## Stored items
=======
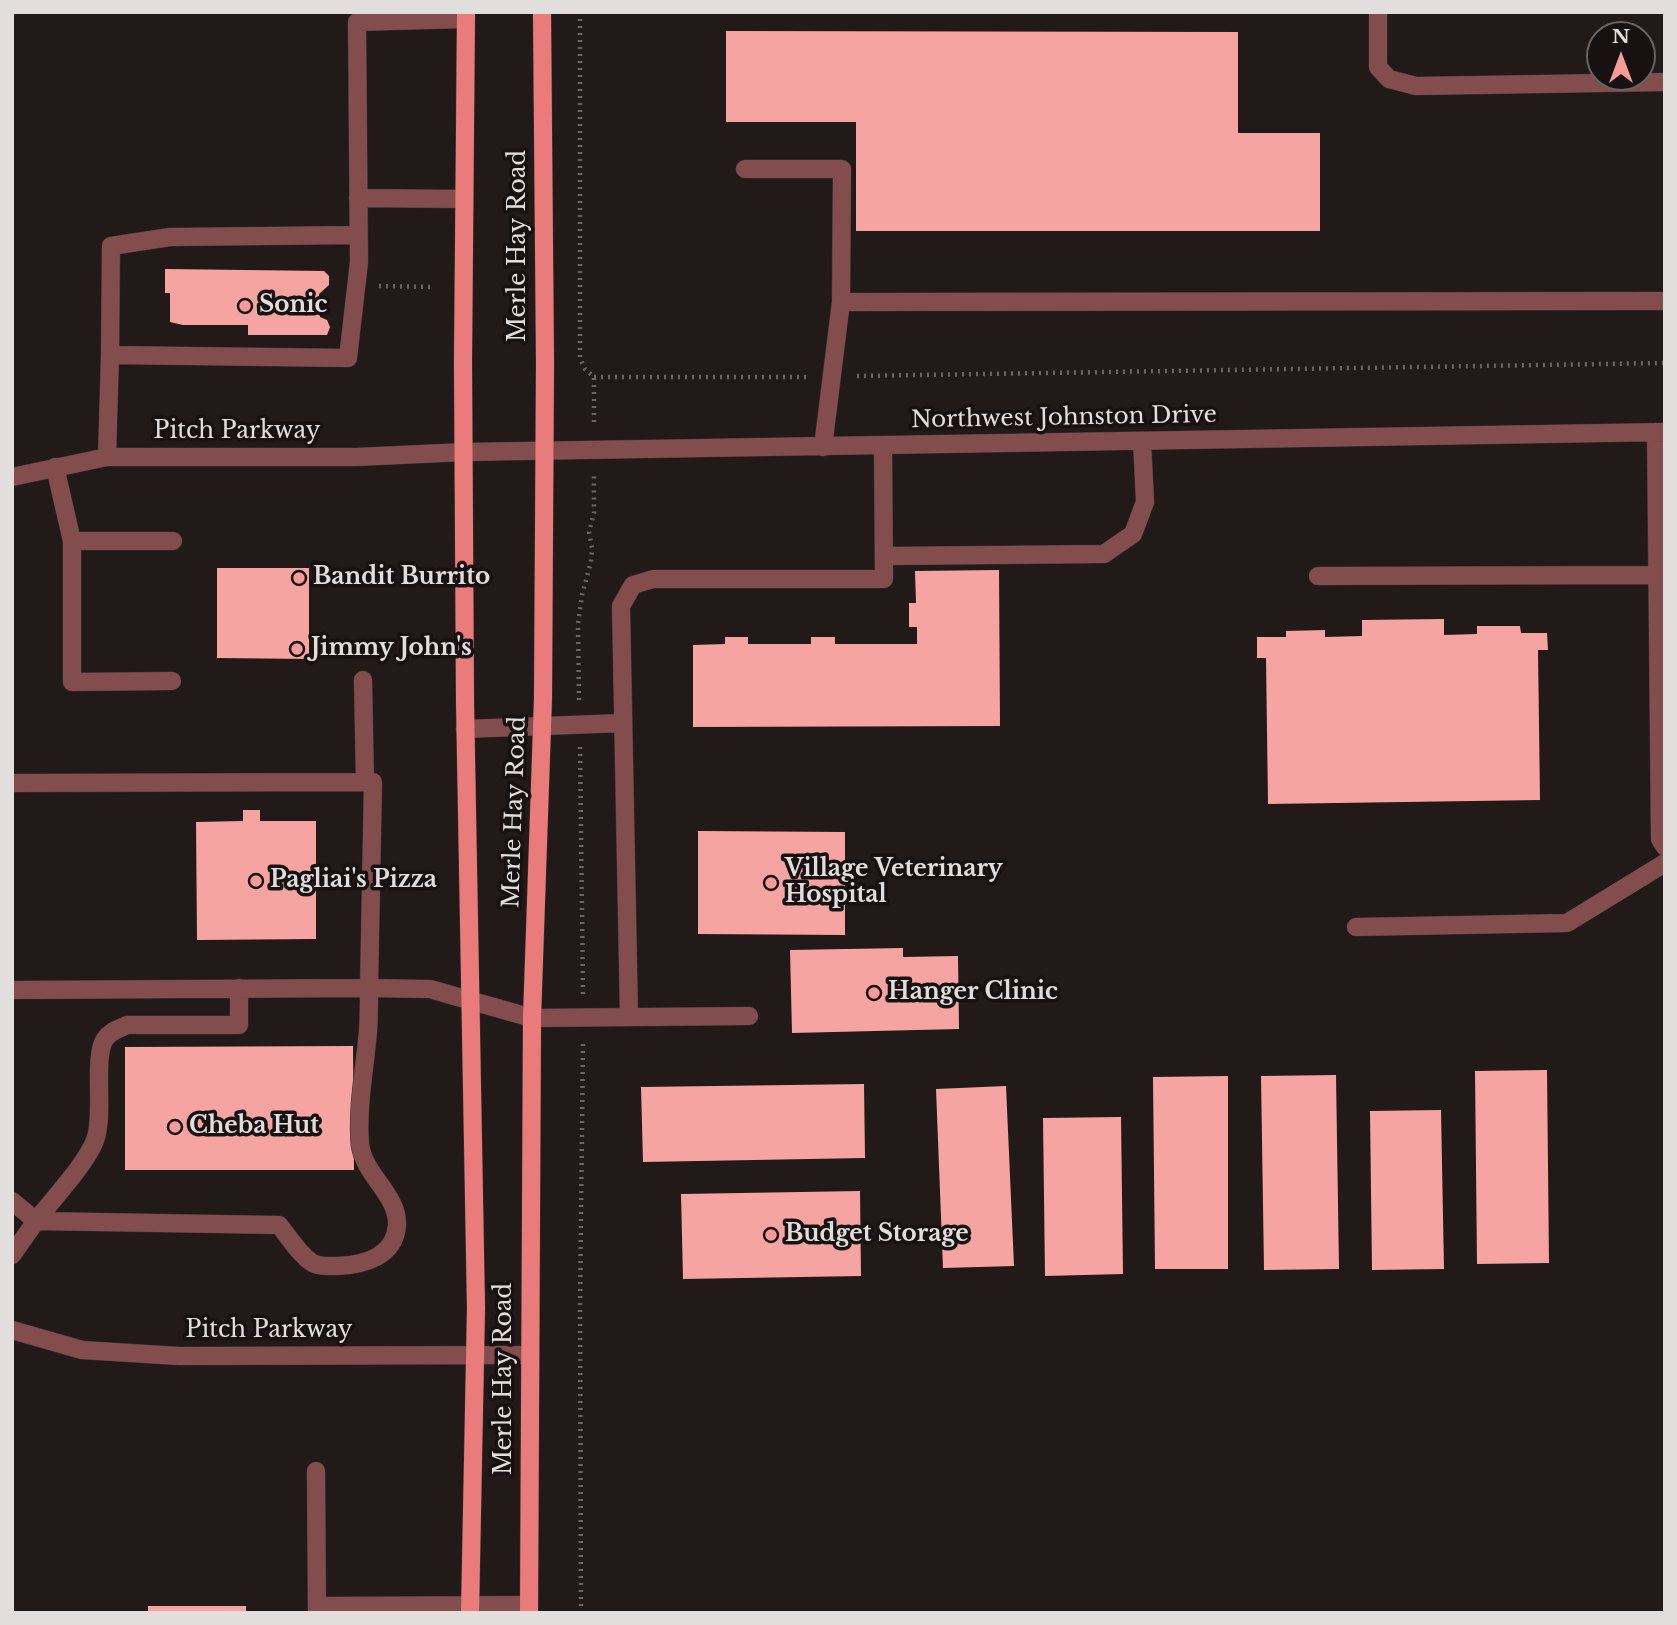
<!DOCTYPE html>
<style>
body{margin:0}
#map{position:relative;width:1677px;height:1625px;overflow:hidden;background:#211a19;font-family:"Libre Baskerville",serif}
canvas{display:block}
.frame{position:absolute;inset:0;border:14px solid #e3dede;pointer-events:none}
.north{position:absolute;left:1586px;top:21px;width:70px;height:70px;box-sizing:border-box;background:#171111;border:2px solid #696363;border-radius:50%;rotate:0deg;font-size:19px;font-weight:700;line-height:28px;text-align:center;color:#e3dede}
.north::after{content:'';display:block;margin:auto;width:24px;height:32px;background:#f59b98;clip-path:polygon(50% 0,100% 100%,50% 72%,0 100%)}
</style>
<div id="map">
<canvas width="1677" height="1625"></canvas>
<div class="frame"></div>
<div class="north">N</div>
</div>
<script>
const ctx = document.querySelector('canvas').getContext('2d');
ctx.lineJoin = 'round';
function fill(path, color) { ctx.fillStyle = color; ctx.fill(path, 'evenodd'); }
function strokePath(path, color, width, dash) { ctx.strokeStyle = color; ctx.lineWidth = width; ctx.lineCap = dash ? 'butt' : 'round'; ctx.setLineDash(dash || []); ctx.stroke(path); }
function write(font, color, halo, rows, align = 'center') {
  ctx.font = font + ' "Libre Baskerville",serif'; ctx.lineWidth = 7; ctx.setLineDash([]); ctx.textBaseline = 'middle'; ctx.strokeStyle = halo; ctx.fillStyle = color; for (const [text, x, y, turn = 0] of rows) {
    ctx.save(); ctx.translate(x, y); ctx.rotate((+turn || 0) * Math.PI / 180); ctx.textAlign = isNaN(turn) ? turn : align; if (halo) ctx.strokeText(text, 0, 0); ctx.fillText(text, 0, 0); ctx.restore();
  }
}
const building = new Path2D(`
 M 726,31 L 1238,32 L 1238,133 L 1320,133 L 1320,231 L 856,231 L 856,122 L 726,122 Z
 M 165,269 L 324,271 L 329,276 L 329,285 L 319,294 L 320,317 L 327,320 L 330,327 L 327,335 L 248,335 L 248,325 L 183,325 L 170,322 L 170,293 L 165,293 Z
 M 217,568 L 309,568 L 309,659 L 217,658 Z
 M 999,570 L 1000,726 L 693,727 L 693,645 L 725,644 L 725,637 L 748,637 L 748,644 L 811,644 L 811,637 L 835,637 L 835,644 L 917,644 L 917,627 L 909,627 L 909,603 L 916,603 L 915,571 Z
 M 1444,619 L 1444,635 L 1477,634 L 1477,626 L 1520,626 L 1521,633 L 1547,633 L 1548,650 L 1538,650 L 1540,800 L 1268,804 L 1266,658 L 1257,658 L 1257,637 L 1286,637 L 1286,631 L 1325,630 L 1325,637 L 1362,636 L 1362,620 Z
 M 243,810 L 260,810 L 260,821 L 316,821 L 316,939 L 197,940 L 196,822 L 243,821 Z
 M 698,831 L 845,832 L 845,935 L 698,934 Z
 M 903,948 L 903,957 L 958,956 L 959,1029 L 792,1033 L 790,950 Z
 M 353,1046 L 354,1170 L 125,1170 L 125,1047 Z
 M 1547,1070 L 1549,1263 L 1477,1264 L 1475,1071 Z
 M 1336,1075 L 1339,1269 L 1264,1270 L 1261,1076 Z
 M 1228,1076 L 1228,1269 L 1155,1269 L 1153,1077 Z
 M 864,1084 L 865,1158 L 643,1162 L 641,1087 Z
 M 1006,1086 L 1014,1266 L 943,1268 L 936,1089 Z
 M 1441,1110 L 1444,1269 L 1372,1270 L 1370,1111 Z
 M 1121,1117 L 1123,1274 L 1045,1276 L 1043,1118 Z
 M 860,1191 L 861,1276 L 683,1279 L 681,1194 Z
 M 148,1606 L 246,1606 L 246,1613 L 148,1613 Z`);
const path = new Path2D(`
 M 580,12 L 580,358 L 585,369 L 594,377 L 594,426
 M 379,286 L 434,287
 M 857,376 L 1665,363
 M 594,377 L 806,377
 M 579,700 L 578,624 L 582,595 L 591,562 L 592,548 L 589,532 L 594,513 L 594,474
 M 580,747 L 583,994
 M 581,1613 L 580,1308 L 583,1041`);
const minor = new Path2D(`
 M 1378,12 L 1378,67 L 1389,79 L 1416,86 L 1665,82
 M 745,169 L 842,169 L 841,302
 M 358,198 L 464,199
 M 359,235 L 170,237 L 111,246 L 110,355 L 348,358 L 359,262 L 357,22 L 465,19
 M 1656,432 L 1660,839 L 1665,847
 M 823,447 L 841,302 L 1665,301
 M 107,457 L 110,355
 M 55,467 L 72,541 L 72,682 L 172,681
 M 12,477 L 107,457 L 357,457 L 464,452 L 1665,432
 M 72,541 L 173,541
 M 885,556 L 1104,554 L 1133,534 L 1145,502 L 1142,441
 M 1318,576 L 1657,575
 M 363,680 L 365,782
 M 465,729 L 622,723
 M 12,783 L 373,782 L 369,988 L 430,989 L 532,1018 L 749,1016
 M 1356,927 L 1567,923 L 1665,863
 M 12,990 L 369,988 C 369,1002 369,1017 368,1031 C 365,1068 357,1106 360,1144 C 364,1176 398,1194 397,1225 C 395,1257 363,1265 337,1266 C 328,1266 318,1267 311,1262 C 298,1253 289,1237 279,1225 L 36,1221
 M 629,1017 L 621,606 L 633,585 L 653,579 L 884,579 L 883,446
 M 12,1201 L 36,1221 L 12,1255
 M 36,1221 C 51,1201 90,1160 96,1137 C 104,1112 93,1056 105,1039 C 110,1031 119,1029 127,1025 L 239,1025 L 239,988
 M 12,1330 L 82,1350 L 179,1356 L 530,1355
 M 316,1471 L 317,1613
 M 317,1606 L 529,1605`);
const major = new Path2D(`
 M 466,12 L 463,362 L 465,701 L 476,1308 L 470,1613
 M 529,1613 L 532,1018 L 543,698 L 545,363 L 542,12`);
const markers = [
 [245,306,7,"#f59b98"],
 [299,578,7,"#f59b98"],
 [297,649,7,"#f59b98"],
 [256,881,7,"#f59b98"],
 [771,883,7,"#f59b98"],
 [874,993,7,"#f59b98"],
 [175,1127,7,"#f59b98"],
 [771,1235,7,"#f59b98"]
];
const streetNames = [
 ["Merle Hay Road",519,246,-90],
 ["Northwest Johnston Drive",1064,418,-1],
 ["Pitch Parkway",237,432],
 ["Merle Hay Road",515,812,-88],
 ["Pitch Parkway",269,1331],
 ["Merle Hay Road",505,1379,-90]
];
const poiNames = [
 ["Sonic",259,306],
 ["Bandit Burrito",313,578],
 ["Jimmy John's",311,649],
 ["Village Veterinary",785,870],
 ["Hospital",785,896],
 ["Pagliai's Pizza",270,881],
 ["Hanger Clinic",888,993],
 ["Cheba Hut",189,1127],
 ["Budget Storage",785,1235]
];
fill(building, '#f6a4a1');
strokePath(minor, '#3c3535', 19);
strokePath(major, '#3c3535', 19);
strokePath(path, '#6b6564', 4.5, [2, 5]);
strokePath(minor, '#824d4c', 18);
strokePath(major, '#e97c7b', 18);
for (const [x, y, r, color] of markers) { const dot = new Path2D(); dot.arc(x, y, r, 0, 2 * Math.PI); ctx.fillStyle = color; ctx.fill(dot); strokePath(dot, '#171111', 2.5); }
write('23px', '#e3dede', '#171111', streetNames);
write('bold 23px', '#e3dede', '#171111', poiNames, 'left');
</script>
=======
## Brief
Wherever the string "canvas" appears in the records above, copy the line it sits in.

## Output of the exercise
canvas{display:block}
<canvas width="1677" height="1625"></canvas>
const ctx = document.querySelector('canvas').getContext('2d');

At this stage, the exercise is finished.